> **ASSIGNMENT**: Leave every entry as it is and write the data out in full.

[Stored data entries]
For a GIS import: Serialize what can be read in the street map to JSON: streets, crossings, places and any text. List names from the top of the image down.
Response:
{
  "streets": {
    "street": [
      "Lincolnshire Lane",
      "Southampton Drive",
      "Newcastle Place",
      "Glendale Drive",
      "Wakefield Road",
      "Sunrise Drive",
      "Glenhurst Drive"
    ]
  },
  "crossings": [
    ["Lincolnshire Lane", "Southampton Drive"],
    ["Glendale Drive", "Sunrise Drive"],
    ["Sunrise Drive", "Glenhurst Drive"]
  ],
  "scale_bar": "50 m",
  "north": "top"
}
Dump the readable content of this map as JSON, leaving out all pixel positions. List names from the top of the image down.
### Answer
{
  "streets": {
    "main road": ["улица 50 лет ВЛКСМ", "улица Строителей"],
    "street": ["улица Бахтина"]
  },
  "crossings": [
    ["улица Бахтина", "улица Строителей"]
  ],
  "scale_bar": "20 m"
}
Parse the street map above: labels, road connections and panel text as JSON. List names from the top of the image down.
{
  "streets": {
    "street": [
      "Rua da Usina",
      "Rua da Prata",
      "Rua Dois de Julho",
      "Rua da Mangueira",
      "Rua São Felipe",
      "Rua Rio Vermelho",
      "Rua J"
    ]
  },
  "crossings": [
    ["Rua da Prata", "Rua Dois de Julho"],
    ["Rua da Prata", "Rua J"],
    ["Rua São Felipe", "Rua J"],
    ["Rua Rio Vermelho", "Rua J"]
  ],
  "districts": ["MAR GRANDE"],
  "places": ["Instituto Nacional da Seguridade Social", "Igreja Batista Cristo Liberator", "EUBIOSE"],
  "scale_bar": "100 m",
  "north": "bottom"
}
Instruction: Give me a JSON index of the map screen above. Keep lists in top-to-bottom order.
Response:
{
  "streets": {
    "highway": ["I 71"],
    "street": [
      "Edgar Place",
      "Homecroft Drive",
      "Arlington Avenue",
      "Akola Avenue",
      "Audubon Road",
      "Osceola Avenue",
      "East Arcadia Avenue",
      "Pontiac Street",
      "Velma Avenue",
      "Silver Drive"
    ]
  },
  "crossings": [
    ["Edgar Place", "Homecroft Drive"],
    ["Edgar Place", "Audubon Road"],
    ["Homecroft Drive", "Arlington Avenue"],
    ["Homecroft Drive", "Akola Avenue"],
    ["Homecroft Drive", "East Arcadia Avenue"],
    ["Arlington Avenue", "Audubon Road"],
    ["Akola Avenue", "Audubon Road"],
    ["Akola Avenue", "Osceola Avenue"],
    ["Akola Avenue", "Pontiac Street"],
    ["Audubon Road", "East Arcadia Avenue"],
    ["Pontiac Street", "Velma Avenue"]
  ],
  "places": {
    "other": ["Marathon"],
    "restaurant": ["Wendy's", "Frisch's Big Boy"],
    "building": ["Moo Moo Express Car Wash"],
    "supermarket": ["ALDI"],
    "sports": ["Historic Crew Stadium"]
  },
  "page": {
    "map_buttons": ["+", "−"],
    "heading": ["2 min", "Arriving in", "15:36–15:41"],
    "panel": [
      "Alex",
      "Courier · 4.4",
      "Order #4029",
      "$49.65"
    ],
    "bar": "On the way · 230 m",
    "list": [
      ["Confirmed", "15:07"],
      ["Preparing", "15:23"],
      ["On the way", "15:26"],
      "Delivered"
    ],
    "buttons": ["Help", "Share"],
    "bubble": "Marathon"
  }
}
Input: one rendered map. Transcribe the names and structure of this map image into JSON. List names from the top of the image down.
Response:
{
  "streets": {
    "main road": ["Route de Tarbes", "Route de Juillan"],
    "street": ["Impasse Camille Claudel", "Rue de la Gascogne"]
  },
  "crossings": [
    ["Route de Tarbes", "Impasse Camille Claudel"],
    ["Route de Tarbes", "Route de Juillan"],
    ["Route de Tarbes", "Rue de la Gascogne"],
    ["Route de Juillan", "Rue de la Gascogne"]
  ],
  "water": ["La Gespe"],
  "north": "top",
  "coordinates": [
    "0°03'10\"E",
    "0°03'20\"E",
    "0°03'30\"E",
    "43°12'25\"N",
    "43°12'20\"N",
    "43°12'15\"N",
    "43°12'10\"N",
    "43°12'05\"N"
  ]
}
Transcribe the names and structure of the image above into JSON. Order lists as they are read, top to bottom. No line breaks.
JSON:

> **THE COMPLETED TASK**:
For a GIS import: Serialize what can be read in the street map to JSON: streets, crossings, places and any text. List names from the top of the image down.
Response:
{
  "streets": {
    "street": [
      "Lincolnshire Lane",
      "Southampton Drive",
      "Newcastle Place",
      "Glendale Drive",
      "Wakefield Road",
      "Sunrise Drive",
      "Glenhurst Drive"
    ]
  },
  "crossings": [
    ["Lincolnshire Lane", "Southampton Drive"],
    ["Glendale Drive", "Sunrise Drive"],
    ["Sunrise Drive", "Glenhurst Drive"]
  ],
  "scale_bar": "50 m",
  "north": "top"
}
Dump the readable content of this map as JSON, leaving out all pixel positions. List names from the top of the image down.
### Answer
{
  "streets": {
    "main road": ["улица 50 лет ВЛКСМ", "улица Строителей"],
    "street": ["улица Бахтина"]
  },
  "crossings": [
    ["улица Бахтина", "улица Строителей"]
  ],
  "scale_bar": "20 m"
}
Parse the street map above: labels, road connections and panel text as JSON. List names from the top of the image down.
{
  "streets": {
    "street": [
      "Rua da Usina",
      "Rua da Prata",
      "Rua Dois de Julho",
      "Rua da Mangueira",
      "Rua São Felipe",
      "Rua Rio Vermelho",
      "Rua J"
    ]
  },
  "crossings": [
    ["Rua da Prata", "Rua Dois de Julho"],
    ["Rua da Prata", "Rua J"],
    ["Rua São Felipe", "Rua J"],
    ["Rua Rio Vermelho", "Rua J"]
  ],
  "districts": ["MAR GRANDE"],
  "places": ["Instituto Nacional da Seguridade Social", "Igreja Batista Cristo Liberator", "EUBIOSE"],
  "scale_bar": "100 m",
  "north": "bottom"
}
Instruction: Give me a JSON index of the map screen above. Keep lists in top-to-bottom order.
Response:
{
  "streets": {
    "highway": ["I 71"],
    "street": [
      "Edgar Place",
      "Homecroft Drive",
      "Arlington Avenue",
      "Akola Avenue",
      "Audubon Road",
      "Osceola Avenue",
      "East Arcadia Avenue",
      "Pontiac Street",
      "Velma Avenue",
      "Silver Drive"
    ]
  },
  "crossings": [
    ["Edgar Place", "Homecroft Drive"],
    ["Edgar Place", "Audubon Road"],
    ["Homecroft Drive", "Arlington Avenue"],
    ["Homecroft Drive", "Akola Avenue"],
    ["Homecroft Drive", "East Arcadia Avenue"],
    ["Arlington Avenue", "Audubon Road"],
    ["Akola Avenue", "Audubon Road"],
    ["Akola Avenue", "Osceola Avenue"],
    ["Akola Avenue", "Pontiac Street"],
    ["Audubon Road", "East Arcadia Avenue"],
    ["Pontiac Street", "Velma Avenue"]
  ],
  "places": {
    "other": ["Marathon"],
    "restaurant": ["Wendy's", "Frisch's Big Boy"],
    "building": ["Moo Moo Express Car Wash"],
    "supermarket": ["ALDI"],
    "sports": ["Historic Crew Stadium"]
  },
  "page": {
    "map_buttons": ["+", "−"],
    "heading": ["2 min", "Arriving in", "15:36–15:41"],
    "panel": [
      "Alex",
      "Courier · 4.4",
      "Order #4029",
      "$49.65"
    ],
    "bar": "On the way · 230 m",
    "list": [
      ["Confirmed", "15:07"],
      ["Preparing", "15:23"],
      ["On the way", "15:26"],
      "Delivered"
    ],
    "buttons": ["Help", "Share"],
    "bubble": "Marathon"
  }
}
Input: one rendered map. Transcribe the names and structure of this map image into JSON. List names from the top of the image down.
Response:
{
  "streets": {
    "main road": ["Route de Tarbes", "Route de Juillan"],
    "street": ["Impasse Camille Claudel", "Rue de la Gascogne"]
  },
  "crossings": [
    ["Route de Tarbes", "Impasse Camille Claudel"],
    ["Route de Tarbes", "Route de Juillan"],
    ["Route de Tarbes", "Rue de la Gascogne"],
    ["Route de Juillan", "Rue de la Gascogne"]
  ],
  "water": ["La Gespe"],
  "north": "top",
  "coordinates": [
    "0°03'10\"E",
    "0°03'20\"E",
    "0°03'30\"E",
    "43°12'25\"N",
    "43°12'20\"N",
    "43°12'15\"N",
    "43°12'10\"N",
    "43°12'05\"N"
  ]
}
Transcribe the names and structure of the image above into JSON. Order lists as they are read, top to bottom. No line breaks.
JSON:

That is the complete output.